Я очень хорошо знаю, что подобное отношение к жизни безнравственно и что, кроме того, оно очень вредно действует на общий ход ее развития, но в данном случае оно оказывает услугу очень существенную. Оно помогает забитому человеку сглаживать те мелкие шероховатости, которыми усеян его жизненный путь; оно сообщает ему терпкость, почти жестокость, без которых он был бы не в силах ухитить и защитить свое гнездо.
Молчалин является на арену жизни безоружный, почти обнаженный. Во всем его организме нет места, которого нельзя было бы уязвить. Он — заурядный человек толпы, один из тех встречных-поперечных, которые массами во всякое время снуют по улицам. В нем нет ничего выдающегося, самоопределяющегося, что давало бы ему право на место в жизненном пире*, на что он мог бы опереться, как на исходный пункт для дальнейшего странствования. Понятно, что он должен искать этой недостающей опоры вне своего личного я.

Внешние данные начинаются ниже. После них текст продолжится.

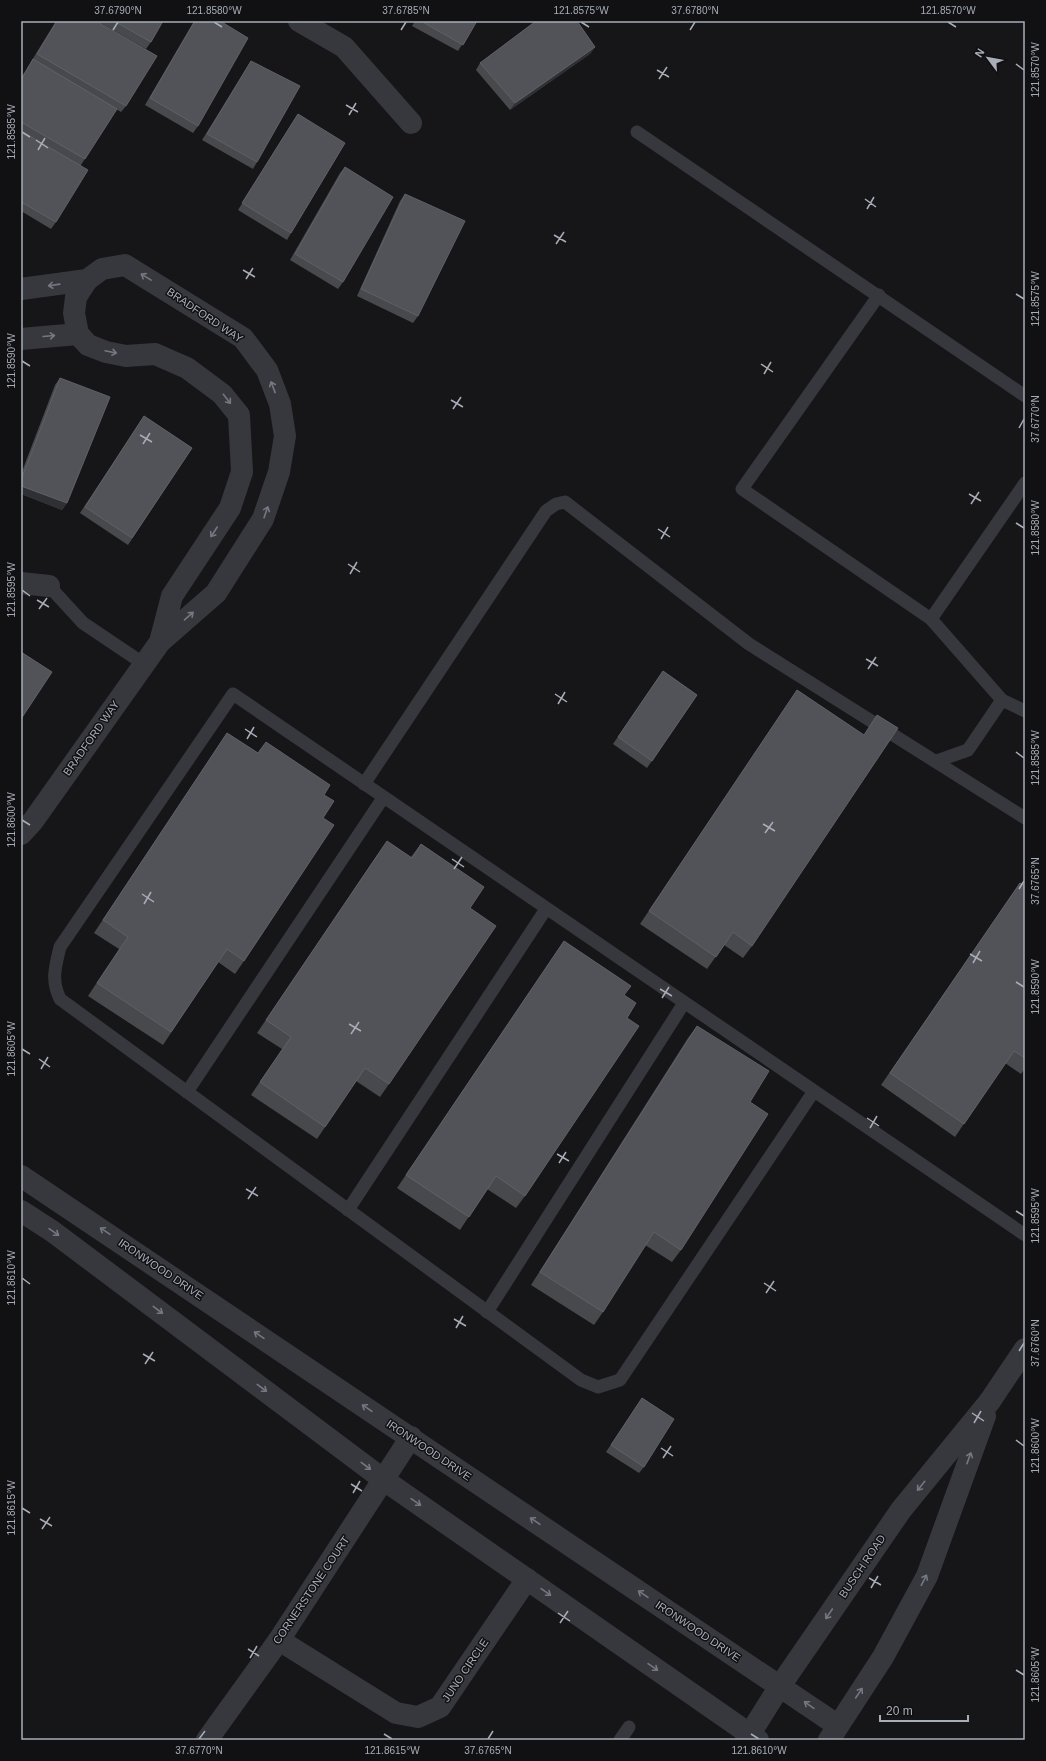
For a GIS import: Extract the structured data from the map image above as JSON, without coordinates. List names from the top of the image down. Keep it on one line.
{"streets":{"street":["BRADFORD WAY","IRONWOOD DRIVE","BUSCH ROAD","CORNERSTONE COURT","JUNO CIRCLE"]},"crossings":[["IRONWOOD DRIVE","BUSCH ROAD"],["IRONWOOD DRIVE","CORNERSTONE COURT"],["CORNERSTONE COURT","JUNO CIRCLE"]],"scale_bar":"20 m","north":"top left","coordinates":["37.6790°N","121.8580°W","37.6785°N","121.8575°W","37.6780°N","121.8570°W","121.8585°W","121.8590°W","37.6770°N","121.8595°W","121.8600°W","37.6765°N","121.8605°W","121.8610°W","37.6760°N","121.8615°W"]}
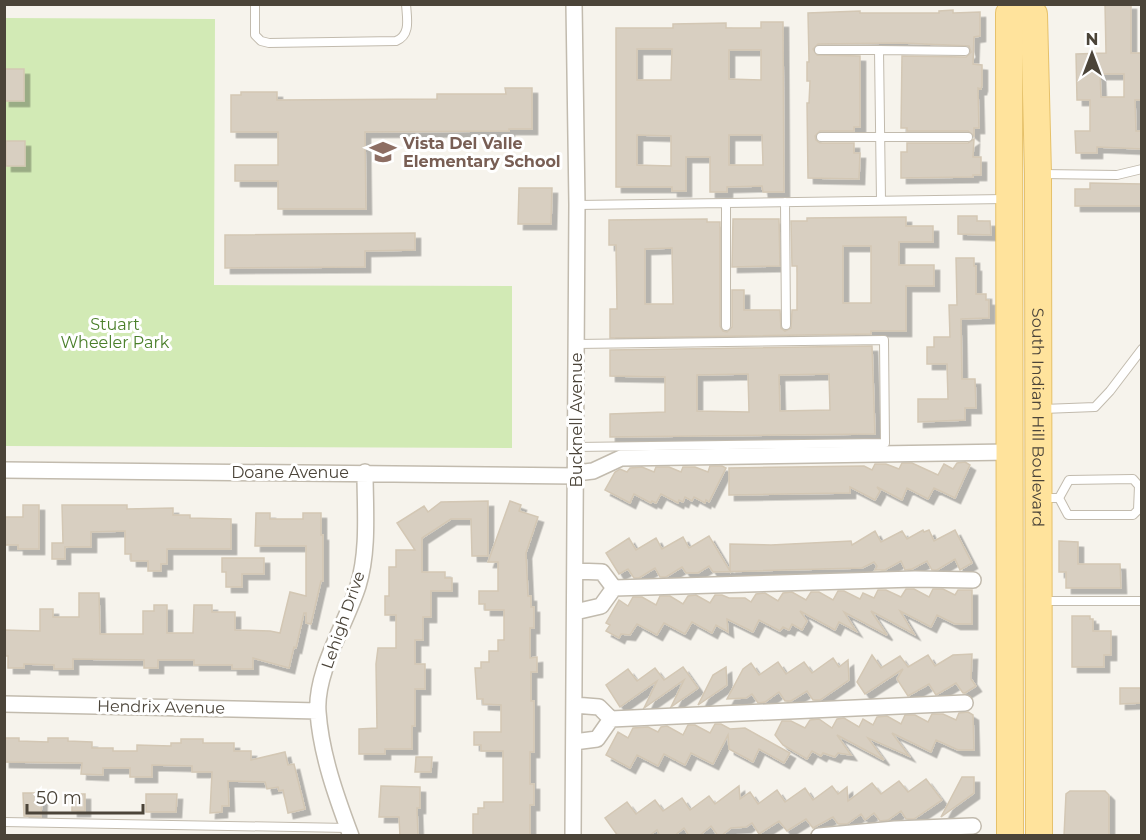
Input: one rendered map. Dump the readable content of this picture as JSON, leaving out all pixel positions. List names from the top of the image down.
{
  "streets": {
    "main road": ["South Indian Hill Boulevard"],
    "street": [
      "Bucknell Avenue",
      "Doane Avenue",
      "Lehigh Drive",
      "Hendrix Avenue"
    ]
  },
  "crossings": [
    ["South Indian Hill Boulevard", "Doane Avenue"],
    ["Bucknell Avenue", "Doane Avenue"],
    ["Doane Avenue", "Lehigh Drive"],
    ["Lehigh Drive", "Hendrix Avenue"]
  ],
  "parks": ["Stuart Wheeler Park"],
  "places": {
    "school or university": ["Vista Del Valle Elementary School"]
  },
  "scale_bar": "50 m",
  "north": "top"
}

И вот он начинает искать. Но, как человек неразвитый, идущий наугад, он, во-первых, представляет себе искомую опору не иначе, как в форме «нужного человека», а во-вторых, он ищет ее где-то в пространстве, среди таких же встречных и поперечных, как и он сам, но поставленных в более счастливые условия относительно карьеры. Вот тут-то именно и начинается страдальческая эпопея его похождений.
Да, это целая эпопея, и мы, которые видим Молчалина, уже устроившегося своим домком на Песках или в Колтовской и режущего в праздничный день сбагренными преступлением руками пирог с капустою, мы, которые завидуем блаженному выражению его лица и невозмутимости его обстановки, — мы не должны забывать, что этот человек имел свой мартиролог*, разоблачение которого может заставить вздрогнуть даже заправского героя.
Итак, перед нами Молчалин, безоружный, лишенный внутренней опоры, ищущий ее в безграничном пространстве, на одном из пунктов которого должен найтись «нужный субъект». Этот субъект введет его в область умеренности и аккуратности; он осветит и согреет его скромное существование; он поможет ему не пропасть от холода и голода… только не пропасть!
Где ж этот «субъект» и что надо совершить, чтоб обрести сто?
Прежде всего, даже не приступив еще к процессу искания, Молчалин уже обязан поступиться некоторыми признаками, составляющими принадлежность образа и подобия божия. Он не знает, в чью пользу он приносит эту жертву; он знает только, что встречные и поперечные, сознающие себя «нужными людьми», на этот счет очень строги. Они понимают, что в образе и подобии божием есть какой-то намек или укор, какая-то «критика», и потому безусловно не допускают его. Они подозрительно осматривают Молчалина с ног до головы, нет ли в нем чего, хоть искры какой-нибудь. Но Молчалин уже предвидел этот осмотр и успел наскоро, одним плевком, потушить всю небольшую сумму искр, которыми он обладал… Он в порядке..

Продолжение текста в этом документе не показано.